Sadly, for most of my marriage, my husband and I were living in isolation from each other due to the effects of pornography. Pornography was a topic that was not mentioned in my home unless we were arguing. Usually he was defending himself and making up lies while I was trying desperately to see through his lies and control his every move. For us, pornography was the white elephant in the room that no one dared to mention because if we did we would have to face reality of our hurt and loneliness. Unfortunately we did not realize this white elephant was the one thing causing us division and successfully separating what God had joined together. Living apart seemed much simpler than facing our reality. Simple… except living apart was a very lonely world.
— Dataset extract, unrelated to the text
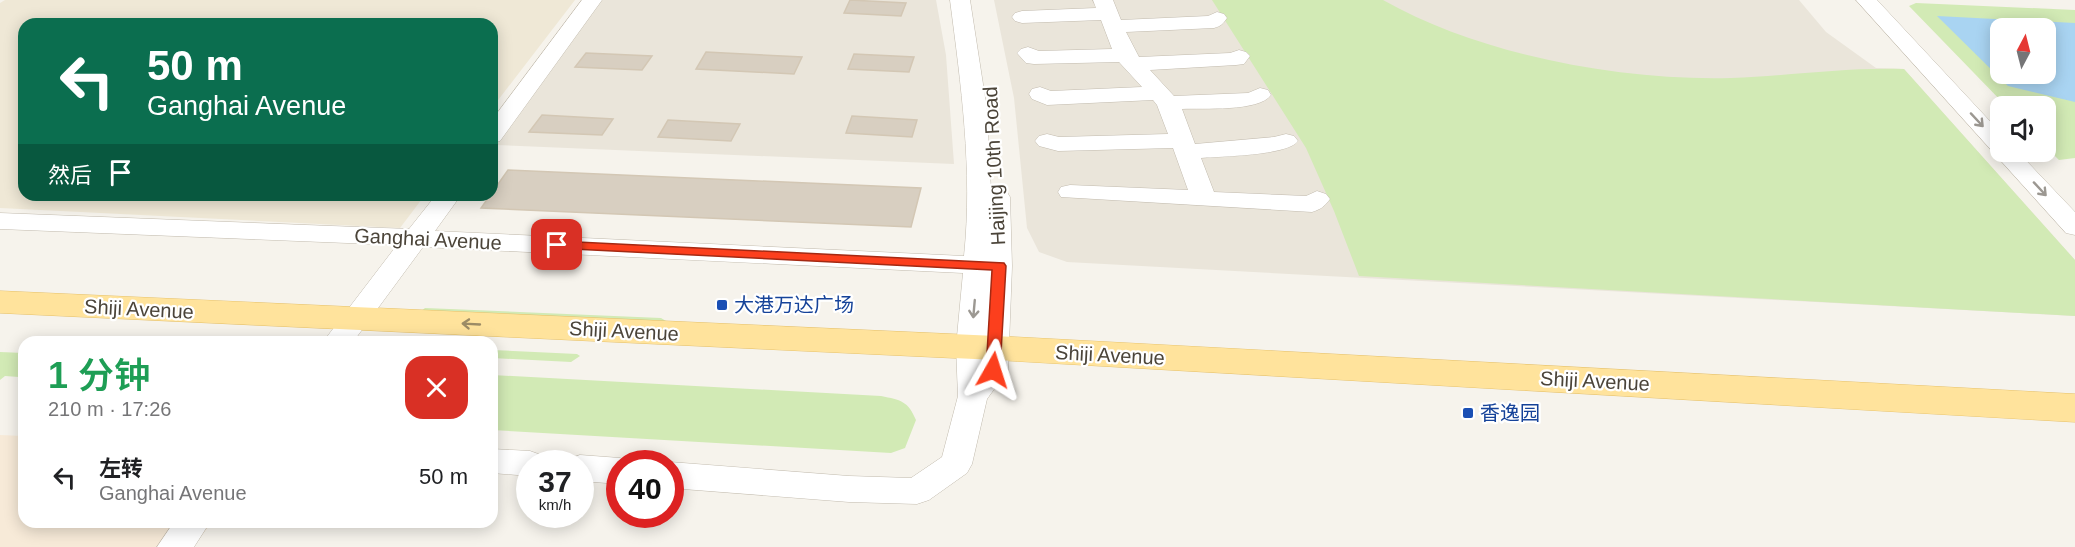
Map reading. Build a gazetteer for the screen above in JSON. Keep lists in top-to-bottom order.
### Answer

I have come to realize that while I was living in my lonely world I was also living in denial. God eventually woke me up out of my denial state and I was forced to deal with the white elephant. Pornography was thrown in my face yet once again and I could not bear to continue living in isolation from my husband any longer. I wanted more... I wanted a husband that would be open and honest with me about everything; a husband whose heart I knew inside and out. I wanted true intimacy and not the false intimacy we had always experienced. Thank God, we are finally developing true intimacy in our relationship and learning new communication skills that keep us joined together. It’s not always easy but the work is well worth it!
For us, the work involved making a decision to be open and honest with each other no matter what. We chose to daily allow the other person to have their own feelings and to not be judgmental of one another. I have come to accept that no matter how my husband responds to my feelings, I just have to speak them and relate them to him openly so that intimacy can be nurtured. I must say, at the beginning I couldn’t trust what my husband was telling me. However, I chose to trust the process of developing true intimacy and in time I have been able to trust again.
Here are a few suggestions to help develop your intimate relationship with your spouse and help you both move into conversation and throw out the white elephant in the room!
- Be honest with your feelings and emotions without an explosion. Try using, “When you __________ I feel _______________ because _____________.”
- Listen to your spouse without judgment.
- Plan a date night without talking about the kids. Just spend time together in each other’s company.
- Take a walk together.
- Spend time holding each other while talking about your day.
- Spend time working through the Couples Recovery Workbook together. This is a great workbook that gives exercises to help you build true intimacy.
- Plan a weekend or a one night getaway for only the two of you.
- Remember to just have fun together!
These are just a few suggestions to help you move from isolation into conversation with each other to build intimacy. Remember that relationships involve time and emotional energy. What you put into it is what you get out of it!